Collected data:
<<<<
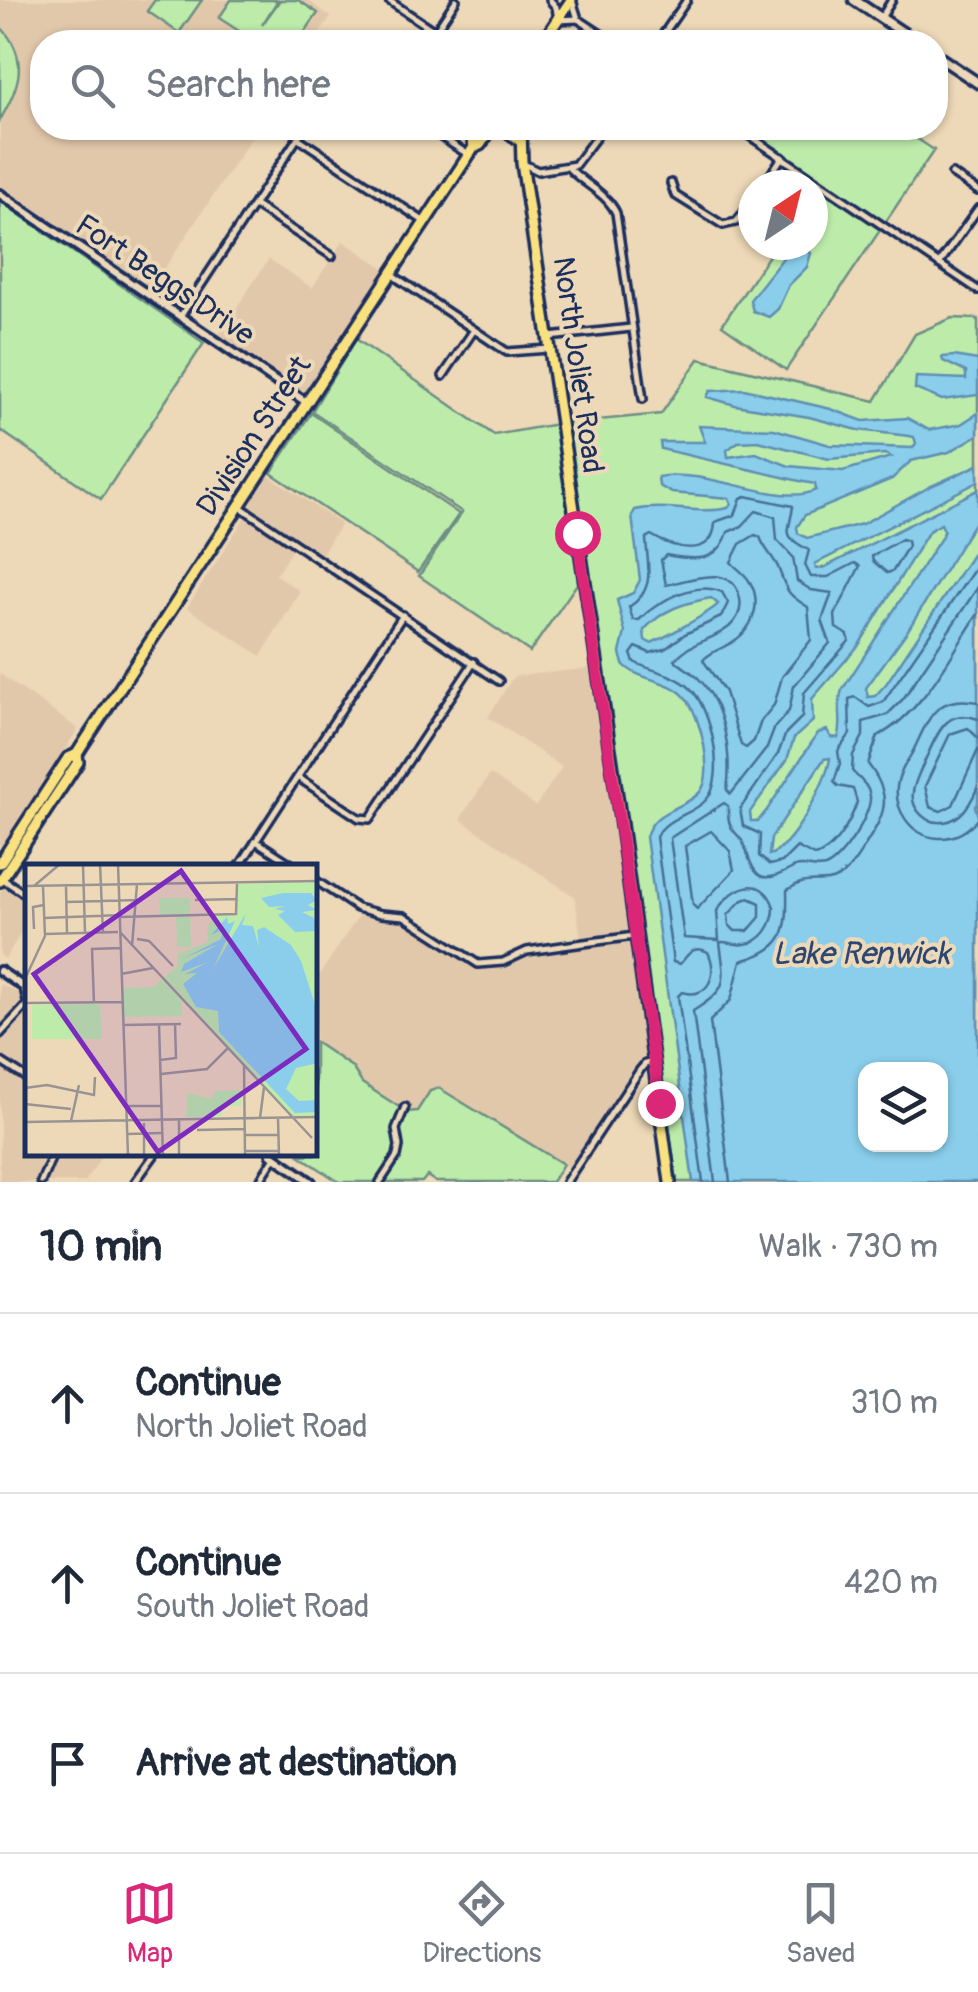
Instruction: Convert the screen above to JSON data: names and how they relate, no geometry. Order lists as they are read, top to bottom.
{
  "streets": {
    "main road": ["North Joliet Road", "Division Street"],
    "street": ["Fort Beggs Drive"]
  },
  "crossings": [
    ["Fort Beggs Drive", "Division Street"]
  ],
  "water": ["Lake Renwick"],
  "north": "top right",
  "page": {
    "search": "Search here",
    "heading": ["10 min", "Walk · 730 m"],
    "list": [
      ["Continue", "North Joliet Road", "310 m"],
      ["Continue", "South Joliet Road", "420 m"],
      "Arrive at destination"
    ],
    "nav": ["Map", "Directions", "Saved"]
  }
}
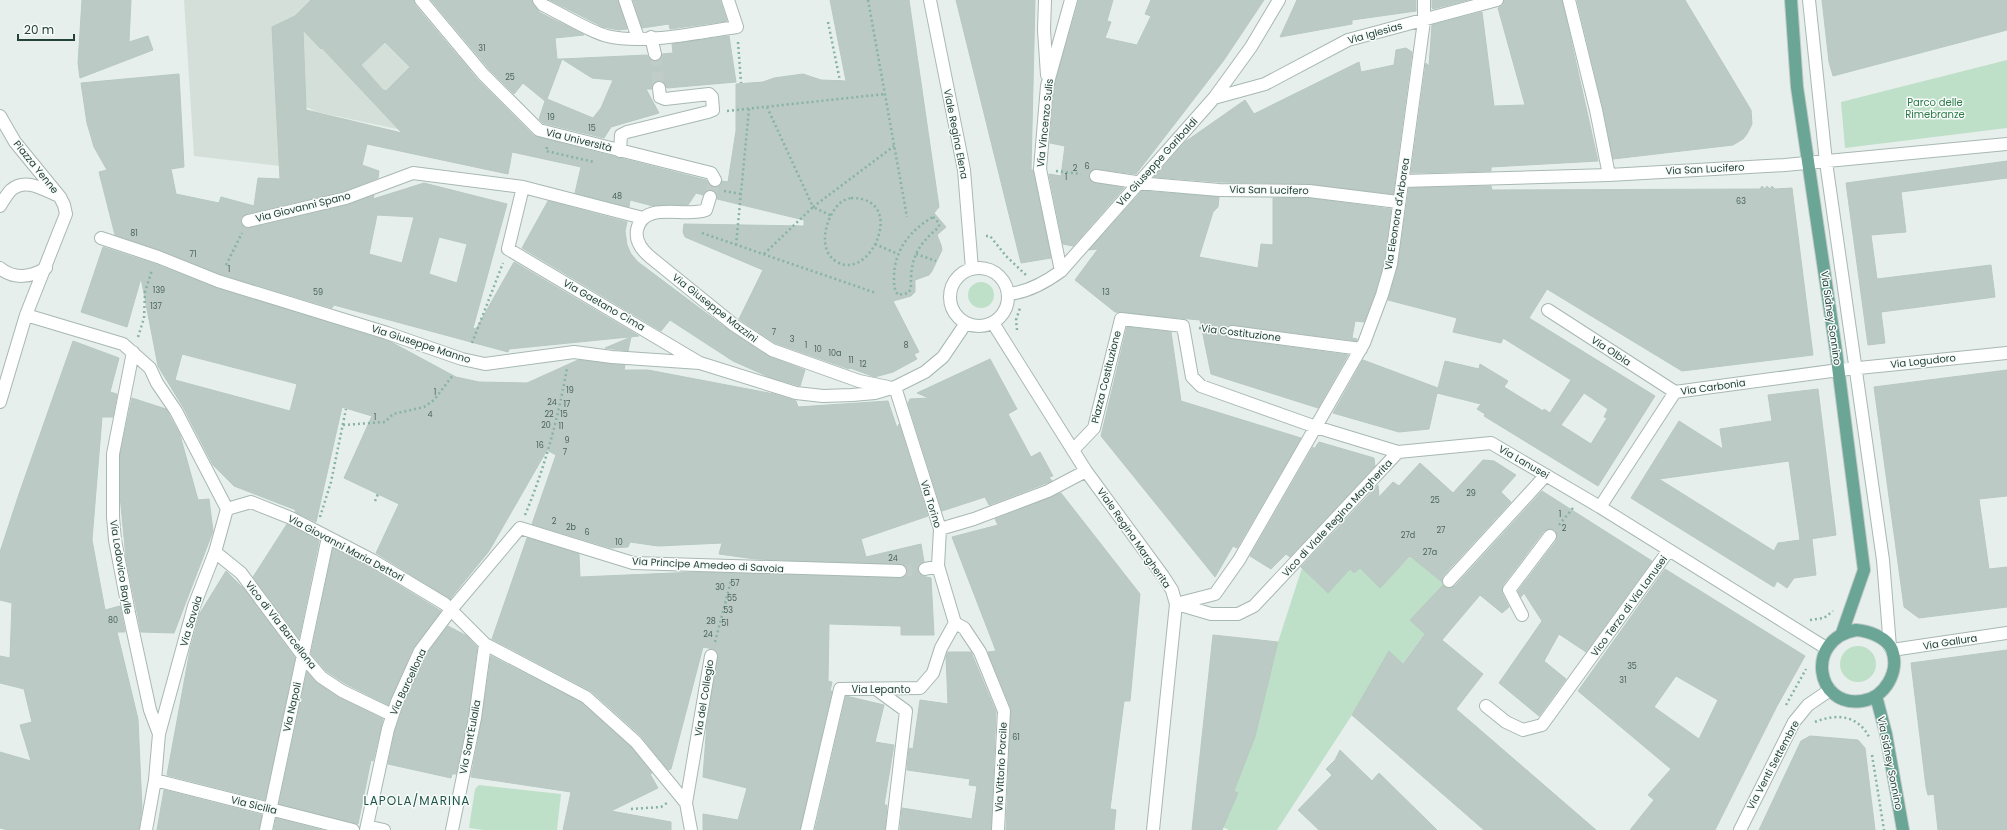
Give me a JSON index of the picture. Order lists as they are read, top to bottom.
{
  "streets": {
    "main road": ["Via Sidney Sonnino"],
    "street": [
      "Via Iglesias",
      "Via Vincenzo Sulis",
      "Viale Regina Elena",
      "Via Università",
      "Via Giuseppe Garibaldi",
      "Piazza Yenne",
      "Via San Lucifero",
      "Via Giovanni Spano",
      "Via Eleonora d'Arborea",
      "Via Gaetano Cima",
      "Via Giuseppe Mazzini",
      "Via Costituzione",
      "Via Giuseppe Manno",
      "Via Olbia",
      "Via Logudoro",
      "Piazza Costituzione",
      "Via Carbonia",
      "Via Lanusei",
      "Via Torino",
      "Vico di Viale Regina Margherita",
      "Viale Regina Margherita",
      "Via Giovanni Maria Dettori",
      "Via Principe Amedeo di Savoia",
      "Via Lodovico Baylle",
      "Vico Terzo di Via Lanusei",
      "Via Savoia",
      "Vico di Via Barcellona",
      "Via Gallura",
      "Via Barcellona",
      "Via Lepanto",
      "Via del Collegio",
      "Via Napoli",
      "Via Sant'Eulalia",
      "Via Venti Settembre",
      "Via Vittorio Porcile",
      "Via Sicilia"
    ]
  },
  "crossings": [
    ["Via Iglesias", "Via Giuseppe Garibaldi"],
    ["Via Iglesias", "Via Eleonora d'Arborea"],
    ["Via Vincenzo Sulis", "Via Giuseppe Garibaldi"],
    ["Viale Regina Elena", "Via Giuseppe Garibaldi"],
    ["Viale Regina Elena", "Viale Regina Margherita"],
    ["Via Giuseppe Garibaldi", "Via San Lucifero"],
    ["Via Giuseppe Garibaldi", "Viale Regina Margherita"],
    ["Via San Lucifero", "Via Eleonora d'Arborea"],
    ["Via San Lucifero", "Via Sidney Sonnino"],
    ["Via Giovanni Spano", "Via Giuseppe Mazzini"],
    ["Via Eleonora d'Arborea", "Via Costituzione"],
    ["Via Eleonora d'Arborea", "Via Lanusei"],
    ["Via Eleonora d'Arborea", "Vico di Viale Regina Margherita"],
    ["Via Eleonora d'Arborea", "Viale Regina Margherita"],
    ["Via Gaetano Cima", "Via Giuseppe Manno"],
    ["Via Giuseppe Mazzini", "Via Giuseppe Manno"],
    ["Via Giuseppe Mazzini", "Via Torino"],
    ["Via Sidney Sonnino", "Via Logudoro"],
    ["Via Sidney Sonnino", "Via Carbonia"],
    ["Via Sidney Sonnino", "Via Lanusei"],
    ["Via Sidney Sonnino", "Via Gallura"],
    ["Via Sidney Sonnino", "Via Venti Settembre"],
    ["Via Costituzione", "Piazza Costituzione"],
    ["Via Costituzione", "Via Lanusei"],
    ["Via Giuseppe Manno", "Via Torino"],
    ["Via Olbia", "Via Carbonia"],
    ["Via Logudoro", "Via Carbonia"],
    ["Piazza Costituzione", "Via Lanusei"],
    ["Piazza Costituzione", "Viale Regina Margherita"],
    ["Via Carbonia", "Via Lanusei"],
    ["Via Lanusei", "Vico di Viale Regina Margherita"],
    ["Via Lanusei", "Vico Terzo di Via Lanusei"],
    ["Via Lanusei", "Via Gallura"],
    ["Via Lanusei", "Via Venti Settembre"],
    ["Via Torino", "Via Lepanto"],
    ["Via Torino", "Via Vittorio Porcile"],
    ["Vico di Viale Regina Margherita", "Viale Regina Margherita"],
    ["Via Giovanni Maria Dettori", "Via Savoia"],
    ["Via Giovanni Maria Dettori", "Via Barcellona"],
    ["Via Giovanni Maria Dettori", "Via del Collegio"],
    ["Via Giovanni Maria Dettori", "Via Napoli"],
    ["Via Giovanni Maria Dettori", "Via Sant'Eulalia"],
    ["Via Principe Amedeo di Savoia", "Via Barcellona"],
    ["Via Principe Amedeo di Savoia", "Via del Collegio"],
    ["Via Lodovico Baylle", "Via Savoia"],
    ["Via Lodovico Baylle", "Via Sicilia"],
    ["Via Savoia", "Vico di Via Barcellona"],
    ["Vico di Via Barcellona", "Via Barcellona"],
    ["Vico di Via Barcellona", "Via Napoli"],
    ["Via Gallura", "Via Venti Settembre"],
    ["Via Lepanto", "Via Vittorio Porcile"],
    ["Via Napoli", "Via Sicilia"]
  ],
  "districts": ["LAPOLA/MARINA"],
  "parks": ["Parco delle Rimebranze"],
  "house_numbers": [
    "31",
    "25",
    "19",
    "15",
    "6",
    "2",
    "1",
    "48",
    "63",
    "81",
    "71",
    "1",
    "139",
    "59",
    "13",
    "137",
    "7",
    "3",
    "1",
    "8",
    "10",
    "10a",
    "11",
    "12",
    "19",
    "1",
    "24",
    "17",
    "4",
    "22",
    "15",
    "1",
    "20",
    "11",
    "9",
    "16",
    "7",
    "29",
    "25",
    "1",
    "2",
    "2b",
    "2",
    "27",
    "6",
    "27d",
    "10",
    "27a",
    "24",
    "57",
    "30",
    "55",
    "53",
    "80",
    "28",
    "51",
    "24",
    "35",
    "31",
    "61"
  ],
  "scale_bar": "20 m"
}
>>>>
> _Action item_
Word for word, repeat all the data, but not its images.

> _Your solution_
Instruction: Convert the screen above to JSON data: names and how they relate, no geometry. Order lists as they are read, top to bottom.
{
  "streets": {
    "main road": ["North Joliet Road", "Division Street"],
    "street": ["Fort Beggs Drive"]
  },
  "crossings": [
    ["Fort Beggs Drive", "Division Street"]
  ],
  "water": ["Lake Renwick"],
  "north": "top right",
  "page": {
    "search": "Search here",
    "heading": ["10 min", "Walk · 730 m"],
    "list": [
      ["Continue", "North Joliet Road", "310 m"],
      ["Continue", "South Joliet Road", "420 m"],
      "Arrive at destination"
    ],
    "nav": ["Map", "Directions", "Saved"]
  }
}
Give me a JSON index of the picture. Order lists as they are read, top to bottom.
{
  "streets": {
    "main road": ["Via Sidney Sonnino"],
    "street": [
      "Via Iglesias",
      "Via Vincenzo Sulis",
      "Viale Regina Elena",
      "Via Università",
      "Via Giuseppe Garibaldi",
      "Piazza Yenne",
      "Via San Lucifero",
      "Via Giovanni Spano",
      "Via Eleonora d'Arborea",
      "Via Gaetano Cima",
      "Via Giuseppe Mazzini",
      "Via Costituzione",
      "Via Giuseppe Manno",
      "Via Olbia",
      "Via Logudoro",
      "Piazza Costituzione",
      "Via Carbonia",
      "Via Lanusei",
      "Via Torino",
      "Vico di Viale Regina Margherita",
      "Viale Regina Margherita",
      "Via Giovanni Maria Dettori",
      "Via Principe Amedeo di Savoia",
      "Via Lodovico Baylle",
      "Vico Terzo di Via Lanusei",
      "Via Savoia",
      "Vico di Via Barcellona",
      "Via Gallura",
      "Via Barcellona",
      "Via Lepanto",
      "Via del Collegio",
      "Via Napoli",
      "Via Sant'Eulalia",
      "Via Venti Settembre",
      "Via Vittorio Porcile",
      "Via Sicilia"
    ]
  },
  "crossings": [
    ["Via Iglesias", "Via Giuseppe Garibaldi"],
    ["Via Iglesias", "Via Eleonora d'Arborea"],
    ["Via Vincenzo Sulis", "Via Giuseppe Garibaldi"],
    ["Viale Regina Elena", "Via Giuseppe Garibaldi"],
    ["Viale Regina Elena", "Viale Regina Margherita"],
    ["Via Giuseppe Garibaldi", "Via San Lucifero"],
    ["Via Giuseppe Garibaldi", "Viale Regina Margherita"],
    ["Via San Lucifero", "Via Eleonora d'Arborea"],
    ["Via San Lucifero", "Via Sidney Sonnino"],
    ["Via Giovanni Spano", "Via Giuseppe Mazzini"],
    ["Via Eleonora d'Arborea", "Via Costituzione"],
    ["Via Eleonora d'Arborea", "Via Lanusei"],
    ["Via Eleonora d'Arborea", "Vico di Viale Regina Margherita"],
    ["Via Eleonora d'Arborea", "Viale Regina Margherita"],
    ["Via Gaetano Cima", "Via Giuseppe Manno"],
    ["Via Giuseppe Mazzini", "Via Giuseppe Manno"],
    ["Via Giuseppe Mazzini", "Via Torino"],
    ["Via Sidney Sonnino", "Via Logudoro"],
    ["Via Sidney Sonnino", "Via Carbonia"],
    ["Via Sidney Sonnino", "Via Lanusei"],
    ["Via Sidney Sonnino", "Via Gallura"],
    ["Via Sidney Sonnino", "Via Venti Settembre"],
    ["Via Costituzione", "Piazza Costituzione"],
    ["Via Costituzione", "Via Lanusei"],
    ["Via Giuseppe Manno", "Via Torino"],
    ["Via Olbia", "Via Carbonia"],
    ["Via Logudoro", "Via Carbonia"],
    ["Piazza Costituzione", "Via Lanusei"],
    ["Piazza Costituzione", "Viale Regina Margherita"],
    ["Via Carbonia", "Via Lanusei"],
    ["Via Lanusei", "Vico di Viale Regina Margherita"],
    ["Via Lanusei", "Vico Terzo di Via Lanusei"],
    ["Via Lanusei", "Via Gallura"],
    ["Via Lanusei", "Via Venti Settembre"],
    ["Via Torino", "Via Lepanto"],
    ["Via Torino", "Via Vittorio Porcile"],
    ["Vico di Viale Regina Margherita", "Viale Regina Margherita"],
    ["Via Giovanni Maria Dettori", "Via Savoia"],
    ["Via Giovanni Maria Dettori", "Via Barcellona"],
    ["Via Giovanni Maria Dettori", "Via del Collegio"],
    ["Via Giovanni Maria Dettori", "Via Napoli"],
    ["Via Giovanni Maria Dettori", "Via Sant'Eulalia"],
    ["Via Principe Amedeo di Savoia", "Via Barcellona"],
    ["Via Principe Amedeo di Savoia", "Via del Collegio"],
    ["Via Lodovico Baylle", "Via Savoia"],
    ["Via Lodovico Baylle", "Via Sicilia"],
    ["Via Savoia", "Vico di Via Barcellona"],
    ["Vico di Via Barcellona", "Via Barcellona"],
    ["Vico di Via Barcellona", "Via Napoli"],
    ["Via Gallura", "Via Venti Settembre"],
    ["Via Lepanto", "Via Vittorio Porcile"],
    ["Via Napoli", "Via Sicilia"]
  ],
  "districts": ["LAPOLA/MARINA"],
  "parks": ["Parco delle Rimebranze"],
  "house_numbers": [
    "31",
    "25",
    "19",
    "15",
    "6",
    "2",
    "1",
    "48",
    "63",
    "81",
    "71",
    "1",
    "139",
    "59",
    "13",
    "137",
    "7",
    "3",
    "1",
    "8",
    "10",
    "10a",
    "11",
    "12",
    "19",
    "1",
    "24",
    "17",
    "4",
    "22",
    "15",
    "1",
    "20",
    "11",
    "9",
    "16",
    "7",
    "29",
    "25",
    "1",
    "2",
    "2b",
    "2",
    "27",
    "6",
    "27d",
    "10",
    "27a",
    "24",
    "57",
    "30",
    "55",
    "53",
    "80",
    "28",
    "51",
    "24",
    "35",
    "31",
    "61"
  ],
  "scale_bar": "20 m"
}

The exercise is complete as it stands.